We also discuss some of the issues involved in ensuring more efficient
third party involvement.
3. Other issues will require a more holistic
assessment of the planning process, for example to see if changes
can be made to the rules governing determination of planning applications
by local planning authorities to avoid appeals.
THE BACKGROUND
4. We welcome the greater use of informal
hearings and written appeals, and on the whole there seems to
be a deal of satisfaction with them by "users" of the
system (i.e. applicants and local planning authorities).
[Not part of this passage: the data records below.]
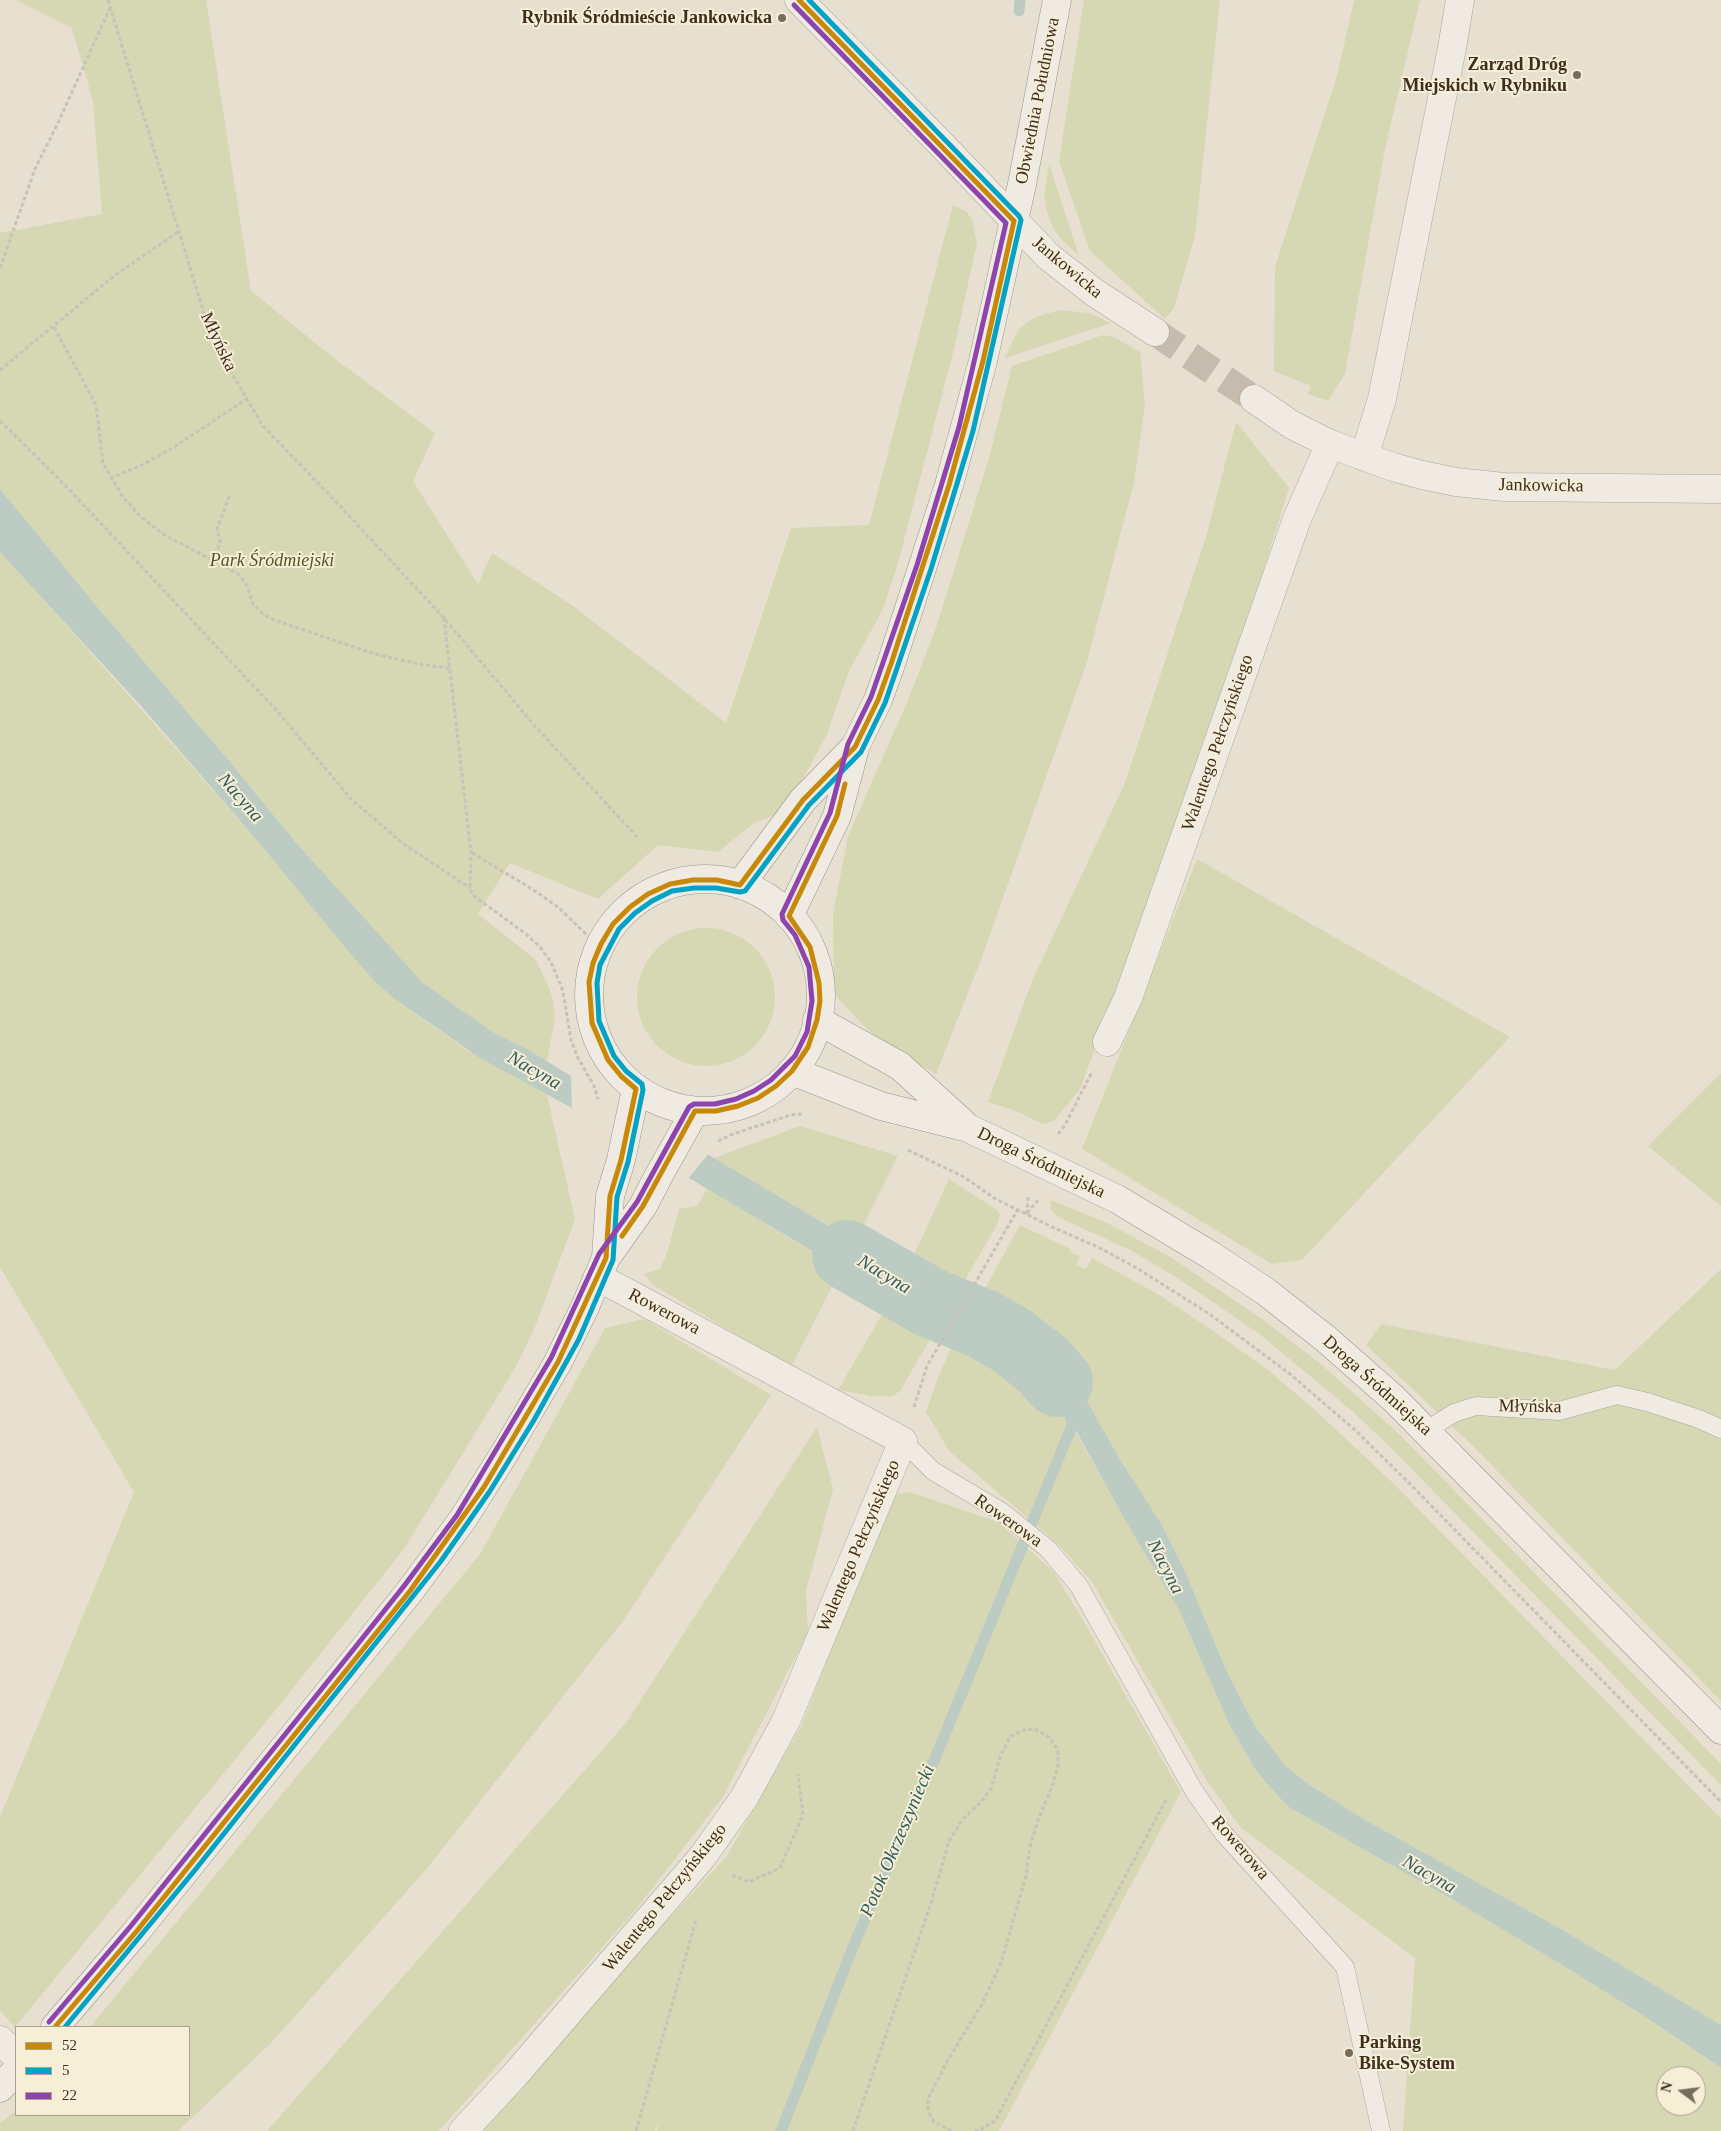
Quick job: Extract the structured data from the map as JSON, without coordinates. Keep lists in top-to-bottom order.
{
  "streets": {
    "main road": [
      "Obwiednia Południowa",
      "Jankowicka",
      "Walentego Pełczyńskiego",
      "Droga Śródmiejska",
      "Rowerowa"
    ],
    "lane": ["Młyńska"]
  },
  "crossings": [
    ["Obwiednia Południowa", "Jankowicka"],
    ["Jankowicka", "Walentego Pełczyńskiego"],
    ["Młyńska", "Droga Śródmiejska"],
    ["Walentego Pełczyńskiego", "Rowerowa"]
  ],
  "water": ["Nacyna", "Potok Okrzeszyniecki"],
  "parks": ["Park Śródmiejski"],
  "places": ["Rybnik Śródmieście Jankowicka", "Zarząd Dróg Miejskich w Rybniku", "Parking Bike-System"],
  "lines": ["transit line 52", "transit line 5", "transit line 22"],
  "legend": ["52", "5", "22"],
  "north": "left"
}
5. There will always be some development
proposals which will be evaluated by way of a public inquiry,
however. Where planning permission has been refused, the technical
complexity of proposed development, the force of local planning
authority opposition or the weight of public interest may mean
that written representations or an informal hearing are inappropriate
for determining an appeal. Inquiries held at the direction of
the Secretay of State pursuant to Section 77 of the Town and Country
Planning Act 1990 ("call-in" inquiries) proceed on a
slightly different approach, a decision having been taken that
the issues raised by the application should be considered in a
forum which allows greater particpation by the applicant and third
parties.
6. It is not always appreciated that considerable
efforts are made to avoid inquiries, by all concerned. The delay
and expense associated with inquiries can often prejudice the
commercial viability of a proposal. Unfortunately, recent experience
has also made us aware of a perception among applicants/appellants
that third party objectors will use an inquiry (or even the prospect
of an inquiry) as an opportunity to cause problems and delay for
the proposed development. In addition, inquiries are also sometimes
seen by local planning authorities as a convenient way of avoiding
difficult decisions at local level. In our respectful submission,
these features are not symptomatic of a system which is efficient
or serving the best interests of all its users.
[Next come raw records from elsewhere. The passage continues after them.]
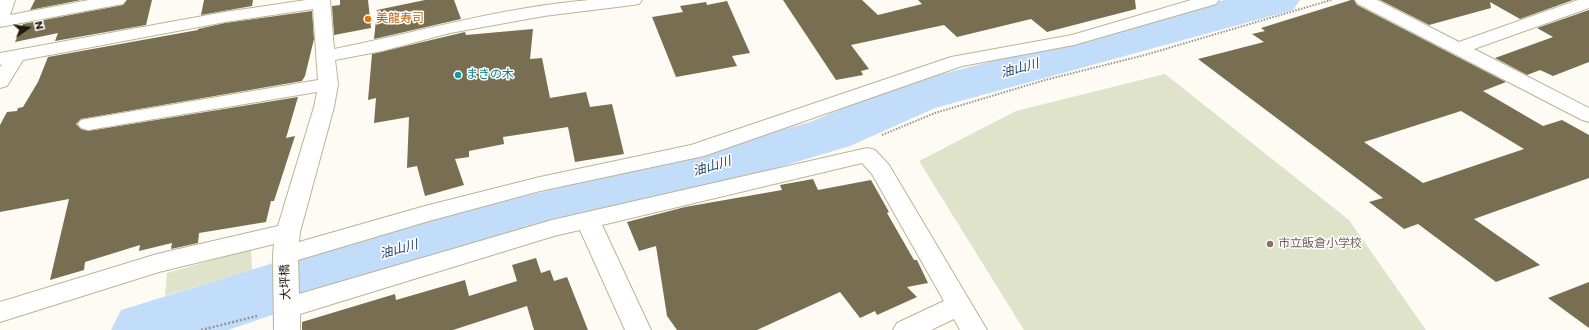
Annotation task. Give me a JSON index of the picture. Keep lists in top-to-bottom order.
{
  "streets": {
    "street": ["大坪橋"]
  },
  "water": ["油山川"],
  "places": ["美龍寿司", "まきの木", "市立飯倉小学校"],
  "north": "right"
}
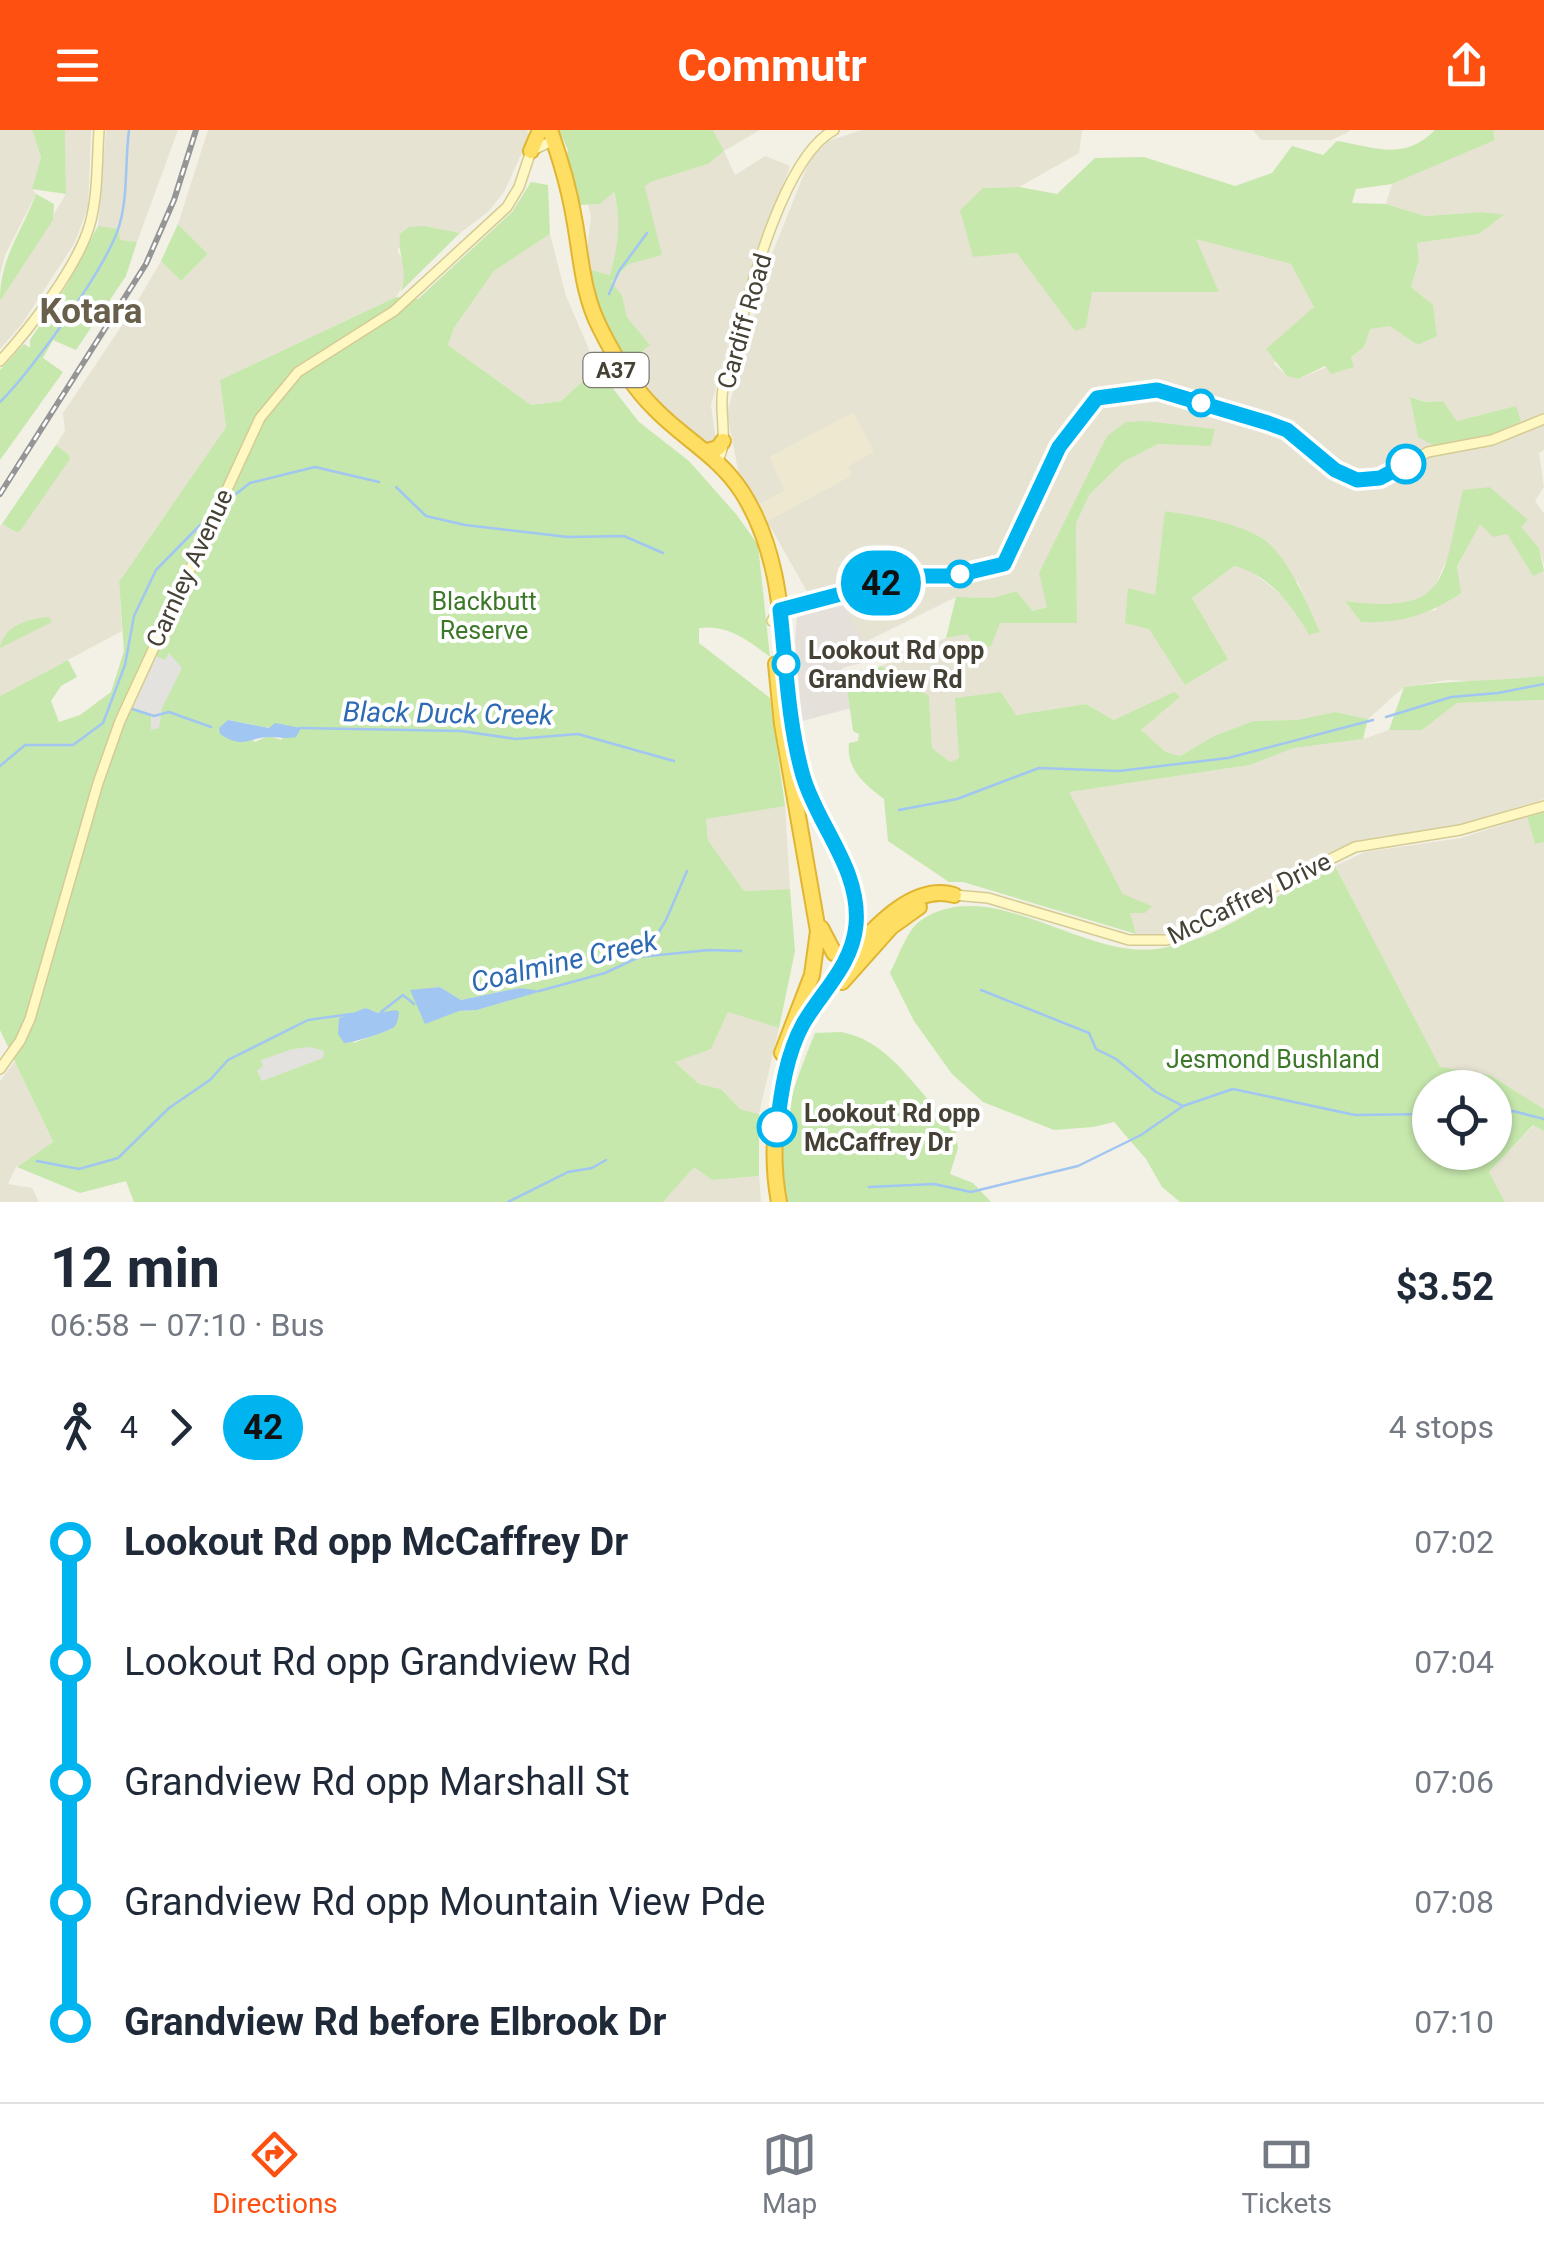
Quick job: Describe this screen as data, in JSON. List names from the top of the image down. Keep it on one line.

7. One issue which we would like to raise
is whether, in the case of an application which is not called-in,
there is a need to address or re-visit the assumption that planning
applications can be determined only by the local planning authority
or the Secretary of State. Where there is the possibility that
planning permission can be granted following further discussions
with, or the provision of additional information to, the local
planning authority this possibility should be exploited. At present,
only the practice of submitting duplicate applications permits
this. This is expensive for the applicant and involves unnecessary
use of resources by the local planning authority. It may be fruitful
to consider the possibility of concurrent jurisdiction for both
planning authority and Secretary of State. This is an issue which
may be outside the terms of reference for this Inquiry. In any
event, we suggest that one of the principal aims of any further
changes to the current system should be sufficient flexibility
to allow appeals to be withdrawn if planning permission can be
granted (eg following changes to the application).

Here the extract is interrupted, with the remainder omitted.